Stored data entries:
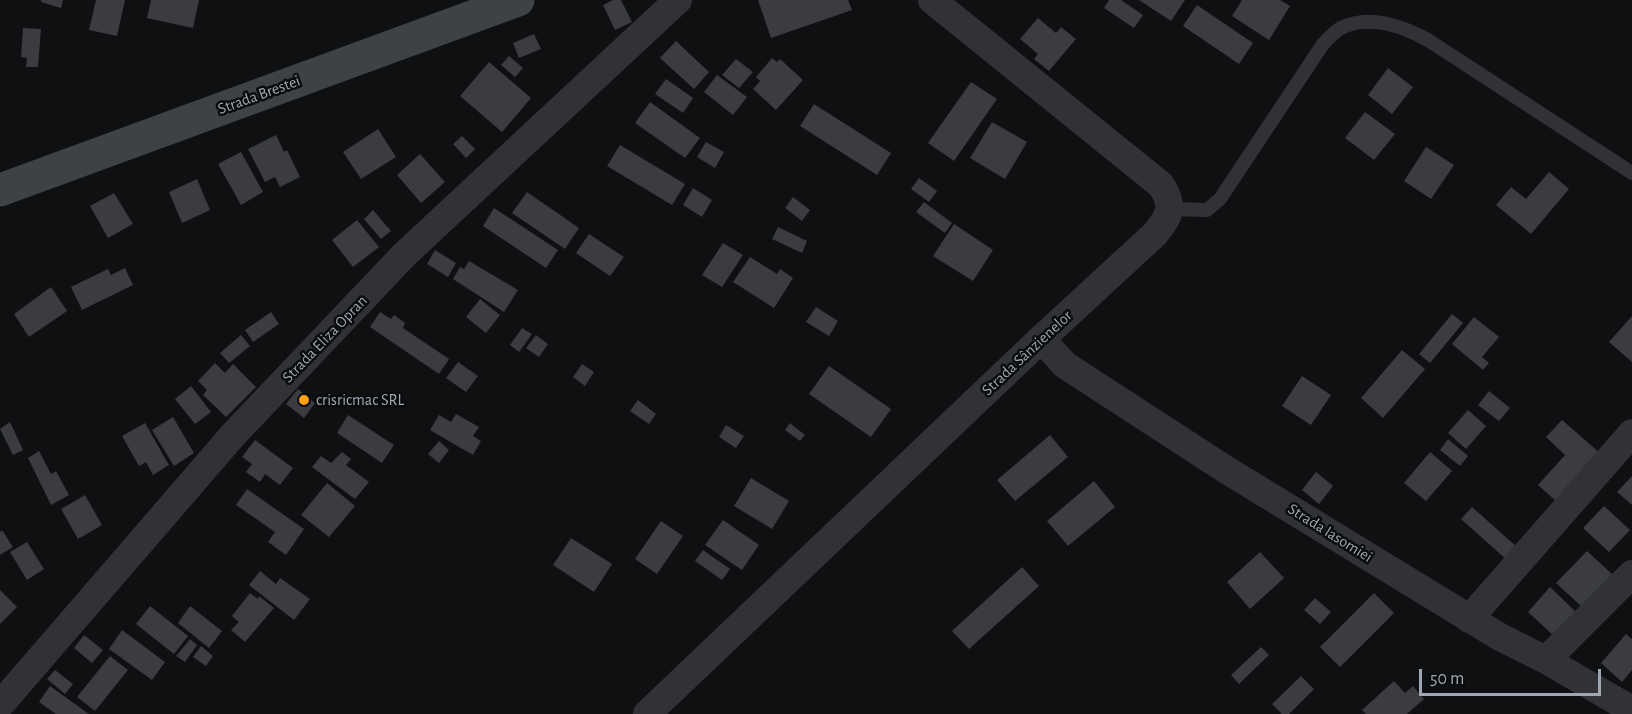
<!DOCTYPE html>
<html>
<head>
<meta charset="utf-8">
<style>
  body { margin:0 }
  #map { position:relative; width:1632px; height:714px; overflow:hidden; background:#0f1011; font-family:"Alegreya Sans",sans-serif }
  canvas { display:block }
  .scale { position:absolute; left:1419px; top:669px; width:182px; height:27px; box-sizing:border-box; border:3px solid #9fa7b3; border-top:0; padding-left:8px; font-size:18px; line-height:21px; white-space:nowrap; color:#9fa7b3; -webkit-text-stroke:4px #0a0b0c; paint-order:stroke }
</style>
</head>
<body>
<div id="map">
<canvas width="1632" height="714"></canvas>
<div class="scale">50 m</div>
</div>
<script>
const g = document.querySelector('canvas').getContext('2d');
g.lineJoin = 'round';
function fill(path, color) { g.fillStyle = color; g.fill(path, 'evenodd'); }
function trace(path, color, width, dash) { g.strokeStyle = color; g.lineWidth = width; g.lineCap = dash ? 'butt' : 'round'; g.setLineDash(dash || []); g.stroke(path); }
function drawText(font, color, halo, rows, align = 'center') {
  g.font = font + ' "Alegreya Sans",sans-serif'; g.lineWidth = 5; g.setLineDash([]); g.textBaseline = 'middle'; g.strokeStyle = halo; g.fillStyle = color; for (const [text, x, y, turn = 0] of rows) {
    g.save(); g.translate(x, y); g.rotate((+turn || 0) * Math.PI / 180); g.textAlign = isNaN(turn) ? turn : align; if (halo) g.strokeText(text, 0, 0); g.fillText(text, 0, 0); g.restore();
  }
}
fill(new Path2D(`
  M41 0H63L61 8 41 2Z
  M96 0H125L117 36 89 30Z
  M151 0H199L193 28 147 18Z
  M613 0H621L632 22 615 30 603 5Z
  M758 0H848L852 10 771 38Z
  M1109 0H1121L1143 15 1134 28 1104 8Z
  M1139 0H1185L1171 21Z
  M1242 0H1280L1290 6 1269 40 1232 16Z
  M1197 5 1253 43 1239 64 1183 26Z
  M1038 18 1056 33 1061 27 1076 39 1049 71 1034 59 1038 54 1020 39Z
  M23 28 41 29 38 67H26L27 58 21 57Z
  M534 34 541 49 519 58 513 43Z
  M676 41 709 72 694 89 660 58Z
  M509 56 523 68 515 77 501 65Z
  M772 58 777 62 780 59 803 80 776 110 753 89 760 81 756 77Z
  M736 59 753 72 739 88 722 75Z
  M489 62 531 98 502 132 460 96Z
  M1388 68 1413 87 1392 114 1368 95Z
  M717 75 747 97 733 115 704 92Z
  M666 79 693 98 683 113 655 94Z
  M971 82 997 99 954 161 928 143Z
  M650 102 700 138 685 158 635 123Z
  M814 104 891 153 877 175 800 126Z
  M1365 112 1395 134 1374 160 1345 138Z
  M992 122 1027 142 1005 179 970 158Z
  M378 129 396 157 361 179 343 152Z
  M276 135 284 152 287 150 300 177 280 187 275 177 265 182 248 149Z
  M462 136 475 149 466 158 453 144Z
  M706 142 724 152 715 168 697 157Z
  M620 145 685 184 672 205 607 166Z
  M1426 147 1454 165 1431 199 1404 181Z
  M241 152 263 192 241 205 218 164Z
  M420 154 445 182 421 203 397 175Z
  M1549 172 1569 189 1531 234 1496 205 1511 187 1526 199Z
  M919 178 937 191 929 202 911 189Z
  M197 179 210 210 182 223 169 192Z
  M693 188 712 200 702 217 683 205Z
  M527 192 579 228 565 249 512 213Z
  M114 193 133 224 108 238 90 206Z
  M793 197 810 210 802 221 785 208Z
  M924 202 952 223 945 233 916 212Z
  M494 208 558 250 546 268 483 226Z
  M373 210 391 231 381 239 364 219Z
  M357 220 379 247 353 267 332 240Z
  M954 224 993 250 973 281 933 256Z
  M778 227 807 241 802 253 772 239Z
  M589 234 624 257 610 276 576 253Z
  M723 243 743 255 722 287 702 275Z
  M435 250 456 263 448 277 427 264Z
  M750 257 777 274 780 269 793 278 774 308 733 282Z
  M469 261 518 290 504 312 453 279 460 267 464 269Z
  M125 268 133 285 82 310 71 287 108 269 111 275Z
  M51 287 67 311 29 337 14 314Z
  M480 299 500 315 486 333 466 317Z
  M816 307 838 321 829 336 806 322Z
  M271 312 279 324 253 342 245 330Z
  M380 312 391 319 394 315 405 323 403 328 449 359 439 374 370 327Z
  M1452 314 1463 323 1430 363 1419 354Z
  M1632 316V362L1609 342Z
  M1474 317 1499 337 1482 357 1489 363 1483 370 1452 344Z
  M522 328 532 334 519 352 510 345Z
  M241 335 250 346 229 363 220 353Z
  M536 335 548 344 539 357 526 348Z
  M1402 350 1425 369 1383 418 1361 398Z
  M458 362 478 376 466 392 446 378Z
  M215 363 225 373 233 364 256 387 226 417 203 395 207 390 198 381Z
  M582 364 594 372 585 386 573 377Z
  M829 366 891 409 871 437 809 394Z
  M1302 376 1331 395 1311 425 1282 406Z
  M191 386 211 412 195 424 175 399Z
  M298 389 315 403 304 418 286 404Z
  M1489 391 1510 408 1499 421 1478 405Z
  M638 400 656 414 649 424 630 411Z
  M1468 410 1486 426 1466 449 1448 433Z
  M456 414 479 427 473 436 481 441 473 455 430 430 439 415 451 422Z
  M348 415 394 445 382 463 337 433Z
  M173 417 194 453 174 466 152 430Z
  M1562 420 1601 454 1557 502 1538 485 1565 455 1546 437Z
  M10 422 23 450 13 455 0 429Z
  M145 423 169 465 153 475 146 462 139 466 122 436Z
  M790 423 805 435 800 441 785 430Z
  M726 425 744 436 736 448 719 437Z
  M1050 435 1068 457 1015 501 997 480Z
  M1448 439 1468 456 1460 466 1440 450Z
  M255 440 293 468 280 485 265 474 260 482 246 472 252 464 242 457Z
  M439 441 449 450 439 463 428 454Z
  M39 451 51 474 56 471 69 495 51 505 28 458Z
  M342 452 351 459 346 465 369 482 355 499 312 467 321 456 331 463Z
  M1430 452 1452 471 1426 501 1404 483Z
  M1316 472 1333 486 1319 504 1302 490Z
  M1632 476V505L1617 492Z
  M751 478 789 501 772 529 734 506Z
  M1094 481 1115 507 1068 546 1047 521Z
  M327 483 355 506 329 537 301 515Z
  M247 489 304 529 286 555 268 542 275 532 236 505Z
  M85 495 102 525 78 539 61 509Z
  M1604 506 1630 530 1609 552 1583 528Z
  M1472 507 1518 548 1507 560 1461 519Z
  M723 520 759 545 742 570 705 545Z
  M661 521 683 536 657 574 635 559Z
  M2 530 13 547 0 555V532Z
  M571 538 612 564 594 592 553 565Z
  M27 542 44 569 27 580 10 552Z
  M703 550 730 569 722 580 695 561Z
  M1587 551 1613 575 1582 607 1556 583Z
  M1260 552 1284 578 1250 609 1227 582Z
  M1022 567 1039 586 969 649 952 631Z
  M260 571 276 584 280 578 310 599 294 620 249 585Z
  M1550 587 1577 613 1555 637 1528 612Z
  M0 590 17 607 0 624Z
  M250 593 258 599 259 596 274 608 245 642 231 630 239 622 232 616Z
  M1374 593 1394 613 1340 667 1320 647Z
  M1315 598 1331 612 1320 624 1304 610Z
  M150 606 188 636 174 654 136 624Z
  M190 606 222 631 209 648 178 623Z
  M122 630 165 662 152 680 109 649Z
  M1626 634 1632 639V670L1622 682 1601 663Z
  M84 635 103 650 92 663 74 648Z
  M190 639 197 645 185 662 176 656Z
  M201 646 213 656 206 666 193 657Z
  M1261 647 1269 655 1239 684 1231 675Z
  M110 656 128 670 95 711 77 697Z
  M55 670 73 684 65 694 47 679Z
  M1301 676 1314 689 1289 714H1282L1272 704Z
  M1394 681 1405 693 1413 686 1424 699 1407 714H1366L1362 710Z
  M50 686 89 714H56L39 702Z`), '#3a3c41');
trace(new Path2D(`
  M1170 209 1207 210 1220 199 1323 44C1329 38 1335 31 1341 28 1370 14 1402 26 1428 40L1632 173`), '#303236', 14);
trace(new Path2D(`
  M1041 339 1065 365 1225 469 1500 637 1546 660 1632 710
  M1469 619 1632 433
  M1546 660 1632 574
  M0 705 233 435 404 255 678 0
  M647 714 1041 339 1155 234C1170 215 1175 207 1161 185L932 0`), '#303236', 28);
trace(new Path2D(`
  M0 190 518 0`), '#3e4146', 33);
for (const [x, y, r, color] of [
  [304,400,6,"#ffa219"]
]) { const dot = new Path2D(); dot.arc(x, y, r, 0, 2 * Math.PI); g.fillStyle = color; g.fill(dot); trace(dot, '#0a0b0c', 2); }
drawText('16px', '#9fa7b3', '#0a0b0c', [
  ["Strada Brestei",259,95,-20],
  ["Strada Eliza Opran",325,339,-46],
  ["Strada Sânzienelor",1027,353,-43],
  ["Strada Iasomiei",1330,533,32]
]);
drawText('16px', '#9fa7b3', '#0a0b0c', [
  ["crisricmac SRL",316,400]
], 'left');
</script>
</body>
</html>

--

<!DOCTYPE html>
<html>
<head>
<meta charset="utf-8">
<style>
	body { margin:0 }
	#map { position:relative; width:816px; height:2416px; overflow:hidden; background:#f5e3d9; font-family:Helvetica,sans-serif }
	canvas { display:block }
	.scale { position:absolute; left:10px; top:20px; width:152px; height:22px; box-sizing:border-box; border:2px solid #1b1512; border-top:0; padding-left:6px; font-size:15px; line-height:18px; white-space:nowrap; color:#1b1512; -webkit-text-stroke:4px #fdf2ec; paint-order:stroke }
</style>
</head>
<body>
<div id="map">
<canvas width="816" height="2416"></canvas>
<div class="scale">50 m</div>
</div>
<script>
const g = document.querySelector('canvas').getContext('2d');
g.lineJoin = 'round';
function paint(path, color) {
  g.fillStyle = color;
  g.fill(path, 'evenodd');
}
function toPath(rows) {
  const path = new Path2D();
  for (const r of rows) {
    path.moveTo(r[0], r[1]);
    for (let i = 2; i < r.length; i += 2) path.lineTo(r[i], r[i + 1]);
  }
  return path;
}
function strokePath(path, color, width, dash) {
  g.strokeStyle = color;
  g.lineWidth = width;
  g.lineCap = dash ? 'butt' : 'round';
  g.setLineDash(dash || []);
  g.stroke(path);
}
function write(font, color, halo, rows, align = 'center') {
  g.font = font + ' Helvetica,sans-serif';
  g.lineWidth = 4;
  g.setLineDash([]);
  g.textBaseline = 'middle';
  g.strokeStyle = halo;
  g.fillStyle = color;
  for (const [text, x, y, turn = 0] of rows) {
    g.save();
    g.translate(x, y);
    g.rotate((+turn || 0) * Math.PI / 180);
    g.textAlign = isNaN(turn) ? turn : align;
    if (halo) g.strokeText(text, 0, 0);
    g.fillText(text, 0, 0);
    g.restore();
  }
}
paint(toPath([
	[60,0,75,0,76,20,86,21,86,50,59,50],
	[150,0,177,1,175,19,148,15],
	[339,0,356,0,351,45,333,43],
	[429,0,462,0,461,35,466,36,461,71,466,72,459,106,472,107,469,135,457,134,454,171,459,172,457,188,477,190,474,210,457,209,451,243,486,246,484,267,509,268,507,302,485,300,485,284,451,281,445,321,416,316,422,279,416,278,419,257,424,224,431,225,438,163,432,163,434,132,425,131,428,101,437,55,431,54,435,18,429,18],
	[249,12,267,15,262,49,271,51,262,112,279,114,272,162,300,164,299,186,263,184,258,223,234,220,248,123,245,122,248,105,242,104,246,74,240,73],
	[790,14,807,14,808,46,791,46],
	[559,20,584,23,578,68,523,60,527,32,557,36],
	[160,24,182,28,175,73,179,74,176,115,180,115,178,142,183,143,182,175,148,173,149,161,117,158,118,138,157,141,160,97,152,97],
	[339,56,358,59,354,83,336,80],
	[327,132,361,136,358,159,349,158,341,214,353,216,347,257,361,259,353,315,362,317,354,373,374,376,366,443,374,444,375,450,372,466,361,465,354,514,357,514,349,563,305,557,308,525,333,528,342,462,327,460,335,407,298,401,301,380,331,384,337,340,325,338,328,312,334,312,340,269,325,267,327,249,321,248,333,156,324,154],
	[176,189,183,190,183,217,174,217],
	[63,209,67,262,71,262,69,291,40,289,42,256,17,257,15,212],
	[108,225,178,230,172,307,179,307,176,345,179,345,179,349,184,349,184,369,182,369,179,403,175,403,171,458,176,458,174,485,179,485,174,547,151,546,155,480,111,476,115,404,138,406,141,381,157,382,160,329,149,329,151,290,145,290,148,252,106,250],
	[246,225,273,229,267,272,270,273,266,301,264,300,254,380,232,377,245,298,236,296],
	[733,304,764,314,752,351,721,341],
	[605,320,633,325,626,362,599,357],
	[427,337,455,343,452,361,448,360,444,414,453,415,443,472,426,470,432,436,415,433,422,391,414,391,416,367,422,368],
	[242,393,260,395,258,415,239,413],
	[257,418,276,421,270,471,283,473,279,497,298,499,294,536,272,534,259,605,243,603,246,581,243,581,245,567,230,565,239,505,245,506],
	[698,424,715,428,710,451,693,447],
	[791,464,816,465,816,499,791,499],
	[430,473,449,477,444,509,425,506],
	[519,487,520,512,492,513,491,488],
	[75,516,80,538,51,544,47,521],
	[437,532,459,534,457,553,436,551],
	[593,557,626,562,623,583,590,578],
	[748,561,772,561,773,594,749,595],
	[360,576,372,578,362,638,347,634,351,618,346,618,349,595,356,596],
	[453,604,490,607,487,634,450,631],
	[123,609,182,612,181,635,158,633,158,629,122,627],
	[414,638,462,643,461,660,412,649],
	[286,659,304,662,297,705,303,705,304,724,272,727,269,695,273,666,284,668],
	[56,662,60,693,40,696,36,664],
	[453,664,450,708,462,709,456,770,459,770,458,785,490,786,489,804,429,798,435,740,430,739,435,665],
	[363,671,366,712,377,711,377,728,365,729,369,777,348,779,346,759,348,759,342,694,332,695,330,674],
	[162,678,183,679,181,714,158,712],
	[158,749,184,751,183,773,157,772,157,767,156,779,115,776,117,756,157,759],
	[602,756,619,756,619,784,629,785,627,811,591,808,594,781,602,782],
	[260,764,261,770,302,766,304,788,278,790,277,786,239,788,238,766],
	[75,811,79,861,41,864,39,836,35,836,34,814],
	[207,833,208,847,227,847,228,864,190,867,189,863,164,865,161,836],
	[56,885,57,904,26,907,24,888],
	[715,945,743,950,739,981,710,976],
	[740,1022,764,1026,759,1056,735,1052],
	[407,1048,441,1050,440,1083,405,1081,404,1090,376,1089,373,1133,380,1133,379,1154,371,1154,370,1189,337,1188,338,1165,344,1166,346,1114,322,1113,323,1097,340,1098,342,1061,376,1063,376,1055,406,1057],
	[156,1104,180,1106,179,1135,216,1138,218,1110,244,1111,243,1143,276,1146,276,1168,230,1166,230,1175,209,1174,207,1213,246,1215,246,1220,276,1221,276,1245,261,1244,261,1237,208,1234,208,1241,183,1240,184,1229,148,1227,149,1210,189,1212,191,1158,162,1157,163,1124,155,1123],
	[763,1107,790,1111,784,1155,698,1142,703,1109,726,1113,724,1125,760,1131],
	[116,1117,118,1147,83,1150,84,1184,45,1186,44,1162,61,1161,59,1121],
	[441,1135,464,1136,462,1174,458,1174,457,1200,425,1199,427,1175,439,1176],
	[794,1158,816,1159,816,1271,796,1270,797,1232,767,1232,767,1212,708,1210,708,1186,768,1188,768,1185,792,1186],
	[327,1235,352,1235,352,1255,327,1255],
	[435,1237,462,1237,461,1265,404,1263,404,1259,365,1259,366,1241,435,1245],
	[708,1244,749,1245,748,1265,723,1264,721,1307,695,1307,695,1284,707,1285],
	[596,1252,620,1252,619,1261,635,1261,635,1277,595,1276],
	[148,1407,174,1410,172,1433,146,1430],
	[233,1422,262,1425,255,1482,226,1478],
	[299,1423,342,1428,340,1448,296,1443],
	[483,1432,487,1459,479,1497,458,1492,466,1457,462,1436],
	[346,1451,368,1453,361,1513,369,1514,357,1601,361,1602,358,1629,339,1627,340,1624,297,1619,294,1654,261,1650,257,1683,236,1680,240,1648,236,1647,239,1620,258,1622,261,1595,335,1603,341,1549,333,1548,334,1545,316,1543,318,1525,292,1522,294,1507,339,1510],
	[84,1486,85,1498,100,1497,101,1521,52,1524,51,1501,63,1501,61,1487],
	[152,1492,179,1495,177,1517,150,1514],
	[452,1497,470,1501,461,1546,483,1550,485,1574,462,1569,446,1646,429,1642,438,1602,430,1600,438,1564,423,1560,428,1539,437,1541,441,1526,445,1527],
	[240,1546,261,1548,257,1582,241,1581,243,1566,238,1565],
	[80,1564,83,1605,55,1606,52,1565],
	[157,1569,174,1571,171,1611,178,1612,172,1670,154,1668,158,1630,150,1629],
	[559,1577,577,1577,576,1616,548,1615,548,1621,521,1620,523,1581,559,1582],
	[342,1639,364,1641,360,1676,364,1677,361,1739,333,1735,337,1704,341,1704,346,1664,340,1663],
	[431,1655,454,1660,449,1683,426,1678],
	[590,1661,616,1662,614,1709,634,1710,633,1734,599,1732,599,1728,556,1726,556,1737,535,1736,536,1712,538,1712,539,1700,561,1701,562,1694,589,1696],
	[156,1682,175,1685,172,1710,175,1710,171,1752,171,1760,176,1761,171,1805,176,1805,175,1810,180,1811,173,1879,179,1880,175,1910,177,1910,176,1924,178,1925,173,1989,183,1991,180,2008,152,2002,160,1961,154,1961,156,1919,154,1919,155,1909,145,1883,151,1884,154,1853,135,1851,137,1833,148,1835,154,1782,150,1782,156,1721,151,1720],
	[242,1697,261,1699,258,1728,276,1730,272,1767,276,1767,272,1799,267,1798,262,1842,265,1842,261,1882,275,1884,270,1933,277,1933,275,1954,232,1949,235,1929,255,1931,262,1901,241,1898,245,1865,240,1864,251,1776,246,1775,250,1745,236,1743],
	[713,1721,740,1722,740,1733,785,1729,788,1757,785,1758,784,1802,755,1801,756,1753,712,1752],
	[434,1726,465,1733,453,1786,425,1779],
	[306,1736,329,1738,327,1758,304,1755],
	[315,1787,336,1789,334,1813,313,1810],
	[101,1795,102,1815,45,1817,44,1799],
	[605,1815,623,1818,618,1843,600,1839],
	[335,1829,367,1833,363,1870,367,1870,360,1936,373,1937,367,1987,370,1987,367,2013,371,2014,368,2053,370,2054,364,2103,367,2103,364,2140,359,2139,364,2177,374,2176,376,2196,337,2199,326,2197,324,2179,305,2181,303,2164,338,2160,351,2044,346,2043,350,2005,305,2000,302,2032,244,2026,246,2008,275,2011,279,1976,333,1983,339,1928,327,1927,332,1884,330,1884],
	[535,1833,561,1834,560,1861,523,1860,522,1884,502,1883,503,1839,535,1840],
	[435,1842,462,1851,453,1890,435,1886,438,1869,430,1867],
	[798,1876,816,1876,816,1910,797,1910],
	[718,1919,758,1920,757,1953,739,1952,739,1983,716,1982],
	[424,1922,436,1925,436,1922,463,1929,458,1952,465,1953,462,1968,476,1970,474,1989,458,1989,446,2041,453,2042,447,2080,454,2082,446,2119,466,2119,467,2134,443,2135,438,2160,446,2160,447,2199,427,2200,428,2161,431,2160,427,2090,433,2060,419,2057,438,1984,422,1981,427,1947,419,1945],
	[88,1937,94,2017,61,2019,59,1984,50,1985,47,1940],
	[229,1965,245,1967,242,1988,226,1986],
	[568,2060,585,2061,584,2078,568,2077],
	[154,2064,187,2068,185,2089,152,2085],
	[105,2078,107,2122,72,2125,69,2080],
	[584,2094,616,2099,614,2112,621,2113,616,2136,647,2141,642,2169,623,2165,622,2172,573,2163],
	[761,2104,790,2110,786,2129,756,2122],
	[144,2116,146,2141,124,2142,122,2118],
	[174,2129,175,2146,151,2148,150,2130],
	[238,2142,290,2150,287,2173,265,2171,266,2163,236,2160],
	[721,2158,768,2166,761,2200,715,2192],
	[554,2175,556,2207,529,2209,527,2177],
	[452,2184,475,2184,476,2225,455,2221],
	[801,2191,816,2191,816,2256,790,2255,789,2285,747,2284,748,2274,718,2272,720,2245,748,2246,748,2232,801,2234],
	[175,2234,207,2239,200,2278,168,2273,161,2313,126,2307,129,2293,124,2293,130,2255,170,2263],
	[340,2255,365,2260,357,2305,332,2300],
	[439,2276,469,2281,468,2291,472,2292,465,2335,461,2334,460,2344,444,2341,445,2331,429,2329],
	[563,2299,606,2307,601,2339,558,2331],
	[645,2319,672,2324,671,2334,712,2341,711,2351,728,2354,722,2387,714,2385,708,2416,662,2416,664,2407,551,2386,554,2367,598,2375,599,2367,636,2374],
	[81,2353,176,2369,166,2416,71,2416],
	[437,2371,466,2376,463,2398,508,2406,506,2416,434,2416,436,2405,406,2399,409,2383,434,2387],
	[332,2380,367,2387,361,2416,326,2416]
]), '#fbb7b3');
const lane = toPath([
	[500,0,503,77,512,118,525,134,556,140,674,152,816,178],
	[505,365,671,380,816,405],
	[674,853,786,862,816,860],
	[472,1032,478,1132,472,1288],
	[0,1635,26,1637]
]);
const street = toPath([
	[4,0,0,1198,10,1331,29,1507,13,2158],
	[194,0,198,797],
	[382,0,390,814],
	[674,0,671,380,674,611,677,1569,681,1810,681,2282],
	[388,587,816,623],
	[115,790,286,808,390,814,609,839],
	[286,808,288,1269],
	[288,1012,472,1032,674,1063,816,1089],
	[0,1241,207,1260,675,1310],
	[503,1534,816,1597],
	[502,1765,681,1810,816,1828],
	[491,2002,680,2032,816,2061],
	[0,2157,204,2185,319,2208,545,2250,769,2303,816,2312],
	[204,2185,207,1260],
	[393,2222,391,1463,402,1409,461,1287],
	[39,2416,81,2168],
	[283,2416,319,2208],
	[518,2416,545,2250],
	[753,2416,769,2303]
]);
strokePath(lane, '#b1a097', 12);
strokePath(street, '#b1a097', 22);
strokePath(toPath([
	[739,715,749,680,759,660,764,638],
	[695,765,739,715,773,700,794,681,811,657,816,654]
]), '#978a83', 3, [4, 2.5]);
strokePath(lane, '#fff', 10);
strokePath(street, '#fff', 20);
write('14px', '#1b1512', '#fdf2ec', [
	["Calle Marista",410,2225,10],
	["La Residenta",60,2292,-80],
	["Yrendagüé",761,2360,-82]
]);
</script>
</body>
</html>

HOW TO COMPLETE THIS TASK: Both the line containing "M1050 435 1068 457 1015 501 997 480Z" and the line containing "M0 705 233 435 404 255 678 0" belong in the answer. Print them and every line above that falls between them exactly, and no others.

EXERCISE ANSWER:
  M1050 435 1068 457 1015 501 997 480Z
  M1448 439 1468 456 1460 466 1440 450Z
  M255 440 293 468 280 485 265 474 260 482 246 472 252 464 242 457Z
  M439 441 449 450 439 463 428 454Z
  M39 451 51 474 56 471 69 495 51 505 28 458Z
  M342 452 351 459 346 465 369 482 355 499 312 467 321 456 331 463Z
  M1430 452 1452 471 1426 501 1404 483Z
  M1316 472 1333 486 1319 504 1302 490Z
  M1632 476V505L1617 492Z
  M751 478 789 501 772 529 734 506Z
  M1094 481 1115 507 1068 546 1047 521Z
  M327 483 355 506 329 537 301 515Z
  M247 489 304 529 286 555 268 542 275 532 236 505Z
  M85 495 102 525 78 539 61 509Z
  M1604 506 1630 530 1609 552 1583 528Z
  M1472 507 1518 548 1507 560 1461 519Z
  M723 520 759 545 742 570 705 545Z
  M661 521 683 536 657 574 635 559Z
  M2 530 13 547 0 555V532Z
  M571 538 612 564 594 592 553 565Z
  M27 542 44 569 27 580 10 552Z
  M703 550 730 569 722 580 695 561Z
  M1587 551 1613 575 1582 607 1556 583Z
  M1260 552 1284 578 1250 609 1227 582Z
  M1022 567 1039 586 969 649 952 631Z
  M260 571 276 584 280 578 310 599 294 620 249 585Z
  M1550 587 1577 613 1555 637 1528 612Z
  M0 590 17 607 0 624Z
  M250 593 258 599 259 596 274 608 245 642 231 630 239 622 232 616Z
  M1374 593 1394 613 1340 667 1320 647Z
  M1315 598 1331 612 1320 624 1304 610Z
  M150 606 188 636 174 654 136 624Z
  M190 606 222 631 209 648 178 623Z
  M122 630 165 662 152 680 109 649Z
  M1626 634 1632 639V670L1622 682 1601 663Z
  M84 635 103 650 92 663 74 648Z
  M190 639 197 645 185 662 176 656Z
  M201 646 213 656 206 666 193 657Z
  M1261 647 1269 655 1239 684 1231 675Z
  M110 656 128 670 95 711 77 697Z
  M55 670 73 684 65 694 47 679Z
  M1301 676 1314 689 1289 714H1282L1272 704Z
  M1394 681 1405 693 1413 686 1424 699 1407 714H1366L1362 710Z
  M50 686 89 714H56L39 702Z`), '#3a3c41');
trace(new Path2D(`
  M1170 209 1207 210 1220 199 1323 44C1329 38 1335 31 1341 28 1370 14 1402 26 1428 40L1632 173`), '#303236', 14);
trace(new Path2D(`
  M1041 339 1065 365 1225 469 1500 637 1546 660 1632 710
  M1469 619 1632 433
  M1546 660 1632 574
  M0 705 233 435 404 255 678 0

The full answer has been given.